Ans :- Dell outsources all its component manufacturing, including motherboards and
nearly the entire production chain. However, it does not outsource the final configuration
and keeps control over the production and supply chains. Since Dell follows build-to-
order and just-in-time policies, the inventory remains in the supplier’s books till Dell puts
the order. Dell’s direct-selling model depends critically on lead time-management so that
inefficient lead conversion time would not leave the company overage or underage Dell
computers of components. Once an order matures – either over the phone or through the
internet- the sales executive is entirely responsible to run the product chain to ensure it is
delivered on time. The pricing is also tailored to the company’s demand forecasts that are
strictly monitored on a weekly basis . Dell has eliminated from its value chain the
intermediaries, who would have charged margin, from the value chain, taking orders over
phones – and since the late 1990s over the Internet – and aligning the supply chain
closely to the assembly factories

Why did such rivals as IBM, Compaq, HP fail to effectively

challenge Dell

IBM and Compaq, used intermediate resellers to sell computers. This led to higher
inventory, higher costs, and slower responsiveness to customer wants. However, Dell has
been able to sell at lower margins since it saves on the margins charged by wholesalers
and traders. The relative price and the performance determine customer preferences and
Dell has taken advantage of the market preferences.

Dell’s business strategy was to take advantage of an opportunity in the market. It thus
crated a fit in the industry because it integrated all its processes and hence delivered a
customized PC. From getting the information about the requirements of the customer to
assembling of the products and delivering it to him, it had an interlinking process al
dependent on the inventory it had with it.

However Compaq and IBM couldn’t effectively challenge because they couldn’t trade off
their distribution channels of retailers and distributors and get into customization of PC’s
alone and get ahead of the market. If it had done so it would have lost a huge market
share. In order to careate a fit it had to copy the entire Dell system of customization
which was a huge risk and hence they couldn’t effectively challenge Dell.

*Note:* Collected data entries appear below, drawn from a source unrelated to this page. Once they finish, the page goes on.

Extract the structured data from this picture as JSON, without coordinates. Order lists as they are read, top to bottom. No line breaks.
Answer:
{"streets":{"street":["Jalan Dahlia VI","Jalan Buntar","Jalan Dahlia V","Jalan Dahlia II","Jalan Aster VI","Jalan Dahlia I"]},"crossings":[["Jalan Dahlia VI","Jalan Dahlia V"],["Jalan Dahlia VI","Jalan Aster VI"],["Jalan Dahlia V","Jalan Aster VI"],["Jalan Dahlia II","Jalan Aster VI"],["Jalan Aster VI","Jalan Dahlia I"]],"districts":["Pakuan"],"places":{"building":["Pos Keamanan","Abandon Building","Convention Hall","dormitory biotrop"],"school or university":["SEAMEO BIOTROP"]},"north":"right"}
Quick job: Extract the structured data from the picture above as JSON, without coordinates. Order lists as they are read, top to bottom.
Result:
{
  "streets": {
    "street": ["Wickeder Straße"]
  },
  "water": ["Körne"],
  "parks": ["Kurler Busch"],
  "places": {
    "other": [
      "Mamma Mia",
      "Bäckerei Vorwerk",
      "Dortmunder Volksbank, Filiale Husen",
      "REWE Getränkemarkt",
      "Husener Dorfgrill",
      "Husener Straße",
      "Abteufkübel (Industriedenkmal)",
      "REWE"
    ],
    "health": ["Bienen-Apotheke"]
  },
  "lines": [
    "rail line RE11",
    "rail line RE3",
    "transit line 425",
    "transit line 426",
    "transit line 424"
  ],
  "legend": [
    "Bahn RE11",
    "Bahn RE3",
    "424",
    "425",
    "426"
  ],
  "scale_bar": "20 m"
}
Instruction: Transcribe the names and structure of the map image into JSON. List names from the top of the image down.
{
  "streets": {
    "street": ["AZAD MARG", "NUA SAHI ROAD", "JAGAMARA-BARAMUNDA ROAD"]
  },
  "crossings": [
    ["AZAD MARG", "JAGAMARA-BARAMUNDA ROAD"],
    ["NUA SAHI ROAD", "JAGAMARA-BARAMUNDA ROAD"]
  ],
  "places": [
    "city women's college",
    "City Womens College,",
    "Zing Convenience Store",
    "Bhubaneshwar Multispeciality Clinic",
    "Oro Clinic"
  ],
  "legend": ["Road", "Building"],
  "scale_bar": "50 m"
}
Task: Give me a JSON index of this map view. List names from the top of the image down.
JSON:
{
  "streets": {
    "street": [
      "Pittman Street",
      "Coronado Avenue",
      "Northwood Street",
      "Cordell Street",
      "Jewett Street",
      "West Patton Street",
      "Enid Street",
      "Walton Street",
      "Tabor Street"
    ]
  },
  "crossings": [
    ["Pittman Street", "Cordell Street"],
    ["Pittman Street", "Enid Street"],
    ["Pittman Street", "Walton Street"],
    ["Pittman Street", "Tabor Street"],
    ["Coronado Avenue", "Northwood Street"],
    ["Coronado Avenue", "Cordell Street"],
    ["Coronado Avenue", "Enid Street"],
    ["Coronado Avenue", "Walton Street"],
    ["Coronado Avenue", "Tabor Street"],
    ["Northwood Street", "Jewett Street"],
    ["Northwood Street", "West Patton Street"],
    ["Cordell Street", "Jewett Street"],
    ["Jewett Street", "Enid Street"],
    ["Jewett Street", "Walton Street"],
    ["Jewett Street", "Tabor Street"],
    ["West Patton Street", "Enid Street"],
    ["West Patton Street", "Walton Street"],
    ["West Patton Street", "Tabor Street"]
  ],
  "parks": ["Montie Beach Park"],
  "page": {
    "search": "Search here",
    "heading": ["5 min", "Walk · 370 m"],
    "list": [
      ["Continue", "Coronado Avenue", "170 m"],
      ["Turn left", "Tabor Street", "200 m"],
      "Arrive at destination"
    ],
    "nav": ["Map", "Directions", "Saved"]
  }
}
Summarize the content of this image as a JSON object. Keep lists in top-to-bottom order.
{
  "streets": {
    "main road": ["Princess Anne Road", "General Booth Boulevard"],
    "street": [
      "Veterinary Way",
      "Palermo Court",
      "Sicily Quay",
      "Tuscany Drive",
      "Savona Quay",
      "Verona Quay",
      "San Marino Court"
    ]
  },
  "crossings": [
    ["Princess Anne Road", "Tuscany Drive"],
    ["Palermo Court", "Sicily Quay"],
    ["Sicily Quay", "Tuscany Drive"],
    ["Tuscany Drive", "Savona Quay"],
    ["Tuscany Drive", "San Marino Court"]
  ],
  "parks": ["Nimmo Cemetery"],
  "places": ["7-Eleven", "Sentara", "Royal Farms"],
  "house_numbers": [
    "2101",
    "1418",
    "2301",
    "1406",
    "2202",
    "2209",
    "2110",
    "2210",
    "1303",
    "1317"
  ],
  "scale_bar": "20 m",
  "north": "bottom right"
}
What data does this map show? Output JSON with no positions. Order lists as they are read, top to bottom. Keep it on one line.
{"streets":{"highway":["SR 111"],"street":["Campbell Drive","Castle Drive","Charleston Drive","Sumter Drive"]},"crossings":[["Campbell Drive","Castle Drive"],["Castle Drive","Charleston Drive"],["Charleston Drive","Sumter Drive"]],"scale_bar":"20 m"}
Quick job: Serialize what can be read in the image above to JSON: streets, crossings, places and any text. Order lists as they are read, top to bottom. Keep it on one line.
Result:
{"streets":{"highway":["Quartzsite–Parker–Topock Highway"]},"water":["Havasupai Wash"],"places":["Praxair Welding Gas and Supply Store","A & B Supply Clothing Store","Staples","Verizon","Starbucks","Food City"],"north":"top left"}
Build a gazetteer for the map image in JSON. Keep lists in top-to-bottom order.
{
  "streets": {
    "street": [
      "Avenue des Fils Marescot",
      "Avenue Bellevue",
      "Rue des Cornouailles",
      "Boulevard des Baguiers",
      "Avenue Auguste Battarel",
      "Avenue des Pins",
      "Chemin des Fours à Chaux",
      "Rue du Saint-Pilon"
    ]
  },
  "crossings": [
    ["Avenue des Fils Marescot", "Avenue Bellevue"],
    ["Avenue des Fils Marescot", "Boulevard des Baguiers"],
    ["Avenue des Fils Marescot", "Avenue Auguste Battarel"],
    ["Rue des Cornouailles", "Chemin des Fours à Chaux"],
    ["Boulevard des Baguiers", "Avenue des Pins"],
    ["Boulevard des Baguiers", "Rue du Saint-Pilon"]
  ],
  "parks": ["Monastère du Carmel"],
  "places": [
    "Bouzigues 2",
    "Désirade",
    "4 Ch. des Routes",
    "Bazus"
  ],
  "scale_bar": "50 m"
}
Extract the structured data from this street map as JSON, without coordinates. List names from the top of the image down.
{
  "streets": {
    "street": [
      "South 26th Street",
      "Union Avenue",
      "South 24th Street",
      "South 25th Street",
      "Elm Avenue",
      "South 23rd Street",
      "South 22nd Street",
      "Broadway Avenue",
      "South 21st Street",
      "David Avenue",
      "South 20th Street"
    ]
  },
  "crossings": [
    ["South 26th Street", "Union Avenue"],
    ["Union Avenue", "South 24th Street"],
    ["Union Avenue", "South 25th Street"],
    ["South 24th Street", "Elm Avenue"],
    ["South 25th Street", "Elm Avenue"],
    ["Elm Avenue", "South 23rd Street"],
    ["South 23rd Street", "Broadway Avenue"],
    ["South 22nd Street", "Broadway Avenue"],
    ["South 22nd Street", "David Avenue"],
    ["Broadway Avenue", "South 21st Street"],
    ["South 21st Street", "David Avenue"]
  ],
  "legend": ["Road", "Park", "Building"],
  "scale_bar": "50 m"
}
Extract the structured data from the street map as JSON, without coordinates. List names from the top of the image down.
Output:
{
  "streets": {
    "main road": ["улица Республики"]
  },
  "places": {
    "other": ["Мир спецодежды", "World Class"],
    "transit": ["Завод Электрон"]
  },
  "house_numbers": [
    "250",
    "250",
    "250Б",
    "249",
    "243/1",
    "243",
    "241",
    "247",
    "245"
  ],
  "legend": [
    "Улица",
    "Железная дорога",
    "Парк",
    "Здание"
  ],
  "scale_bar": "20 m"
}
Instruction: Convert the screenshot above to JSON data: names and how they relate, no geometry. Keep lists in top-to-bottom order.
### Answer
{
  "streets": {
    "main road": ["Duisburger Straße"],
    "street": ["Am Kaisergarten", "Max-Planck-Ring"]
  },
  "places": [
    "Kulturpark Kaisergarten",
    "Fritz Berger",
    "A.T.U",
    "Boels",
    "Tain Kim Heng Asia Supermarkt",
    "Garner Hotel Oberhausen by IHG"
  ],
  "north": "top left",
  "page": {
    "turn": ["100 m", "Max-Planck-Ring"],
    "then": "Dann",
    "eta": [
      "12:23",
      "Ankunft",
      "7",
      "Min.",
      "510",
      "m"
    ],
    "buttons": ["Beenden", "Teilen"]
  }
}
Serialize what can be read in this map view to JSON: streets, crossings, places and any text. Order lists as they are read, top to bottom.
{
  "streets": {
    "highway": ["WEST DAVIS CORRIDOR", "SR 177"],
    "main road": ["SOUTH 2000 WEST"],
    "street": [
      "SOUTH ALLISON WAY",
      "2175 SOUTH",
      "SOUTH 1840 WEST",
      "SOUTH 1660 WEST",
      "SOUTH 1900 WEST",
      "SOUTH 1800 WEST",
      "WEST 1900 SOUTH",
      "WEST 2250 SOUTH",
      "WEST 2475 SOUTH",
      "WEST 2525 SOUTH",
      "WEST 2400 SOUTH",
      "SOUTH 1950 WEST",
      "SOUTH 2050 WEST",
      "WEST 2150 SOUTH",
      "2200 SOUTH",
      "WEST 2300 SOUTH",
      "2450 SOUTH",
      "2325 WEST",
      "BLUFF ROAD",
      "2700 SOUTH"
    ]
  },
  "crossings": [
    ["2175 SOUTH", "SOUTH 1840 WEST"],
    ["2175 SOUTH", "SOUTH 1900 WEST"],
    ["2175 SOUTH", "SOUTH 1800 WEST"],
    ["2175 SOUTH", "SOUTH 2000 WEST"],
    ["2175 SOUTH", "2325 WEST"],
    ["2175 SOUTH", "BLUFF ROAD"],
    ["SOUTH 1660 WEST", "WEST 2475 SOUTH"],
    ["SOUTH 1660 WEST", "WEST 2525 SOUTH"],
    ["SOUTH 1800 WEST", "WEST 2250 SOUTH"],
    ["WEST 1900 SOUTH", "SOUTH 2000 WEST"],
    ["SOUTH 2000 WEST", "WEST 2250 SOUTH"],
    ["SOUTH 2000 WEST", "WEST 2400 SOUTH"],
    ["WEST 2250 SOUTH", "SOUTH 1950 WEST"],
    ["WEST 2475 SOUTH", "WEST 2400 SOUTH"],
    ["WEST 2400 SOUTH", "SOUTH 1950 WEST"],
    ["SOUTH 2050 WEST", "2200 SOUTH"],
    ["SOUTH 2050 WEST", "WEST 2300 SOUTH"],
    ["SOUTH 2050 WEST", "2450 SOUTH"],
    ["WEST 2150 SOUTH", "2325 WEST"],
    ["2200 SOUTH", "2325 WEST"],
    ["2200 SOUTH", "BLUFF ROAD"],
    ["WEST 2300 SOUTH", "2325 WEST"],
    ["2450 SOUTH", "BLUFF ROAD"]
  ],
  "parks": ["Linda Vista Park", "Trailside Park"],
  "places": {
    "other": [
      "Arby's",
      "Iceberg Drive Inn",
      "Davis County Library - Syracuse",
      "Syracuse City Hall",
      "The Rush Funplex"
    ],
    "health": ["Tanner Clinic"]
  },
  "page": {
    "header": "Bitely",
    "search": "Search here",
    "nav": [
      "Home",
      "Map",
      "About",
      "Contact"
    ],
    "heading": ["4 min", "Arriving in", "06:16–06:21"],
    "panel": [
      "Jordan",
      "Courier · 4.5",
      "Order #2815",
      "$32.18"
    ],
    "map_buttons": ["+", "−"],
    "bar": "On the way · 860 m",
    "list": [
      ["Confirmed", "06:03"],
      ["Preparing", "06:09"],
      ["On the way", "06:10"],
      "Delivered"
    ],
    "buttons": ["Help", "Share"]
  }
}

Using your insights from the Dell value chain, comment on its
Retail Fiasco
Ans:-
Actually the case provides very contradictory statements by Dell. On
one hand Dell mentions that they want to sell only to the educated
customer who knows all about PC configurations rather than a
customer who buys a PC from the retail only for the purpose of price.
However it can be seen that not only were products imitated but
channels of distribution were also imitated. Dell had seen IBM succeed
and also Compaq overtake IBM because of its sales through
distributors and retailers. It thought that by manufacturing standard
PC’s it would penetrate the market as how IBM and Compaq had done
but it did not observe another side of the coin wherein these two
companies not only built standardized PC’s but also shipped stripped
down PC’s, containing only a motherboard, a floppy drive, and a video card and the
other components used to get assembled in the channels before being sold. This used to
make a huge amount of profits for Compaq and IBM which was being done by Dell but
in the Direct Selling form. Also when sold to retailers Dell price used to fall because it
had to sell at a lesser price to a retailers so that the retailer could mark it up a little bit and
get a profit as well. Hence the profit margins reduced a whole lot and hence even though
in the short run profits were made, in the long run losses crept up.